## [Data for the task]
========================================

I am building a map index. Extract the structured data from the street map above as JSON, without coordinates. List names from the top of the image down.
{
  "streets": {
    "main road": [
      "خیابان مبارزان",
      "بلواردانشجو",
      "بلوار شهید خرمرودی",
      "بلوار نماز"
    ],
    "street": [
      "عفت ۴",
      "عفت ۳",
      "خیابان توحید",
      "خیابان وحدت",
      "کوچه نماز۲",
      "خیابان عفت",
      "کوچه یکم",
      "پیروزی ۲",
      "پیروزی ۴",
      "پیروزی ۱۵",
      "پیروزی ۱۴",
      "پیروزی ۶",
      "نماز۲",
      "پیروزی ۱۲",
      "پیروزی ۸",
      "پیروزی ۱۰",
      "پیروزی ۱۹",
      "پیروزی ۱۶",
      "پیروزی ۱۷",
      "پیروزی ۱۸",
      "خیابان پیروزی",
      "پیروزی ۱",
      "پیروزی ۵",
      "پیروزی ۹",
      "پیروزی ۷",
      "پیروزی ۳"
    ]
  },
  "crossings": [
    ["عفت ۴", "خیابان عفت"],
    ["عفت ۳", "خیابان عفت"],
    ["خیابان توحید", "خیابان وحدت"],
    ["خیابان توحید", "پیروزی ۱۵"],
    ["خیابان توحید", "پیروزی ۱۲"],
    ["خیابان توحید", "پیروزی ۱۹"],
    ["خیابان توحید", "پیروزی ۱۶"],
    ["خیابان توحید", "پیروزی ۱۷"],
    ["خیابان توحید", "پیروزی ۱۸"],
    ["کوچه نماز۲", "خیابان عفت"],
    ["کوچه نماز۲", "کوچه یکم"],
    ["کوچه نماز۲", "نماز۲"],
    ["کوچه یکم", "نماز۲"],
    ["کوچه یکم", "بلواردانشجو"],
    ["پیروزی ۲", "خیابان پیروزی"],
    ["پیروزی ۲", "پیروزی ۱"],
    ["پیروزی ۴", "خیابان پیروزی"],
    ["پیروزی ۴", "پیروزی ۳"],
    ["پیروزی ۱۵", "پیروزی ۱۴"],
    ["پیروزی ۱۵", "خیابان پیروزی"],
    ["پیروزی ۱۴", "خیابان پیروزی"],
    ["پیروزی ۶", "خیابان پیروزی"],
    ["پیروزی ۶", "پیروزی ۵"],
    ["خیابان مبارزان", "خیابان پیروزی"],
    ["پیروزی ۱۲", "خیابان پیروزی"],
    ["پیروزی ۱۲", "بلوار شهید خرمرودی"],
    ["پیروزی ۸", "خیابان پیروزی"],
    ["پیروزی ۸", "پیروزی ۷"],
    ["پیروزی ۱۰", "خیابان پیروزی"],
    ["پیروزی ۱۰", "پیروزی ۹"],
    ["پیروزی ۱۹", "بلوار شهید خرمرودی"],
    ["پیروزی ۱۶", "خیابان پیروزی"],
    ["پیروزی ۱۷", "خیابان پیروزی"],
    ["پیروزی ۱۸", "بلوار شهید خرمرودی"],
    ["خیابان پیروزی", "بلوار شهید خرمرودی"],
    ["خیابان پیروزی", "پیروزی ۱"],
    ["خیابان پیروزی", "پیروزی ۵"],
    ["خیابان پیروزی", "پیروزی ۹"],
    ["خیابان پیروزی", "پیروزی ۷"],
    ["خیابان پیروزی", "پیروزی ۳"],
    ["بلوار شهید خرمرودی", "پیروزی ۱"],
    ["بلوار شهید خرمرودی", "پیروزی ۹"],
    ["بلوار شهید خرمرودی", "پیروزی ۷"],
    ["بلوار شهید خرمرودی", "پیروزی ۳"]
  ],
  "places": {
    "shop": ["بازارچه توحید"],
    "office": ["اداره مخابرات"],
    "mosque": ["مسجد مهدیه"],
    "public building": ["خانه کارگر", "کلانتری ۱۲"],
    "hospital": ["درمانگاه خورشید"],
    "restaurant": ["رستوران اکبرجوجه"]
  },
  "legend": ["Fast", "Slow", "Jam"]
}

========================================

## [Exercise prompt]
Copy every record above verbatim and in full.

## [Finished exercise]
I am building a map index. Extract the structured data from the street map above as JSON, without coordinates. List names from the top of the image down.
{
  "streets": {
    "main road": [
      "خیابان مبارزان",
      "بلواردانشجو",
      "بلوار شهید خرمرودی",
      "بلوار نماز"
    ],
    "street": [
      "عفت ۴",
      "عفت ۳",
      "خیابان توحید",
      "خیابان وحدت",
      "کوچه نماز۲",
      "خیابان عفت",
      "کوچه یکم",
      "پیروزی ۲",
      "پیروزی ۴",
      "پیروزی ۱۵",
      "پیروزی ۱۴",
      "پیروزی ۶",
      "نماز۲",
      "پیروزی ۱۲",
      "پیروزی ۸",
      "پیروزی ۱۰",
      "پیروزی ۱۹",
      "پیروزی ۱۶",
      "پیروزی ۱۷",
      "پیروزی ۱۸",
      "خیابان پیروزی",
      "پیروزی ۱",
      "پیروزی ۵",
      "پیروزی ۹",
      "پیروزی ۷",
      "پیروزی ۳"
    ]
  },
  "crossings": [
    ["عفت ۴", "خیابان عفت"],
    ["عفت ۳", "خیابان عفت"],
    ["خیابان توحید", "خیابان وحدت"],
    ["خیابان توحید", "پیروزی ۱۵"],
    ["خیابان توحید", "پیروزی ۱۲"],
    ["خیابان توحید", "پیروزی ۱۹"],
    ["خیابان توحید", "پیروزی ۱۶"],
    ["خیابان توحید", "پیروزی ۱۷"],
    ["خیابان توحید", "پیروزی ۱۸"],
    ["کوچه نماز۲", "خیابان عفت"],
    ["کوچه نماز۲", "کوچه یکم"],
    ["کوچه نماز۲", "نماز۲"],
    ["کوچه یکم", "نماز۲"],
    ["کوچه یکم", "بلواردانشجو"],
    ["پیروزی ۲", "خیابان پیروزی"],
    ["پیروزی ۲", "پیروزی ۱"],
    ["پیروزی ۴", "خیابان پیروزی"],
    ["پیروزی ۴", "پیروزی ۳"],
    ["پیروزی ۱۵", "پیروزی ۱۴"],
    ["پیروزی ۱۵", "خیابان پیروزی"],
    ["پیروزی ۱۴", "خیابان پیروزی"],
    ["پیروزی ۶", "خیابان پیروزی"],
    ["پیروزی ۶", "پیروزی ۵"],
    ["خیابان مبارزان", "خیابان پیروزی"],
    ["پیروزی ۱۲", "خیابان پیروزی"],
    ["پیروزی ۱۲", "بلوار شهید خرمرودی"],
    ["پیروزی ۸", "خیابان پیروزی"],
    ["پیروزی ۸", "پیروزی ۷"],
    ["پیروزی ۱۰", "خیابان پیروزی"],
    ["پیروزی ۱۰", "پیروزی ۹"],
    ["پیروزی ۱۹", "بلوار شهید خرمرودی"],
    ["پیروزی ۱۶", "خیابان پیروزی"],
    ["پیروزی ۱۷", "خیابان پیروزی"],
    ["پیروزی ۱۸", "بلوار شهید خرمرودی"],
    ["خیابان پیروزی", "بلوار شهید خرمرودی"],
    ["خیابان پیروزی", "پیروزی ۱"],
    ["خیابان پیروزی", "پیروزی ۵"],
    ["خیابان پیروزی", "پیروزی ۹"],
    ["خیابان پیروزی", "پیروزی ۷"],
    ["خیابان پیروزی", "پیروزی ۳"],
    ["بلوار شهید خرمرودی", "پیروزی ۱"],
    ["بلوار شهید خرمرودی", "پیروزی ۹"],
    ["بلوار شهید خرمرودی", "پیروزی ۷"],
    ["بلوار شهید خرمرودی", "پیروزی ۳"]
  ],
  "places": {
    "shop": ["بازارچه توحید"],
    "office": ["اداره مخابرات"],
    "mosque": ["مسجد مهدیه"],
    "public building": ["خانه کارگر", "کلانتری ۱۲"],
    "hospital": ["درمانگاه خورشید"],
    "restaurant": ["رستوران اکبرجوجه"]
  },
  "legend": ["Fast", "Slow", "Jam"]
}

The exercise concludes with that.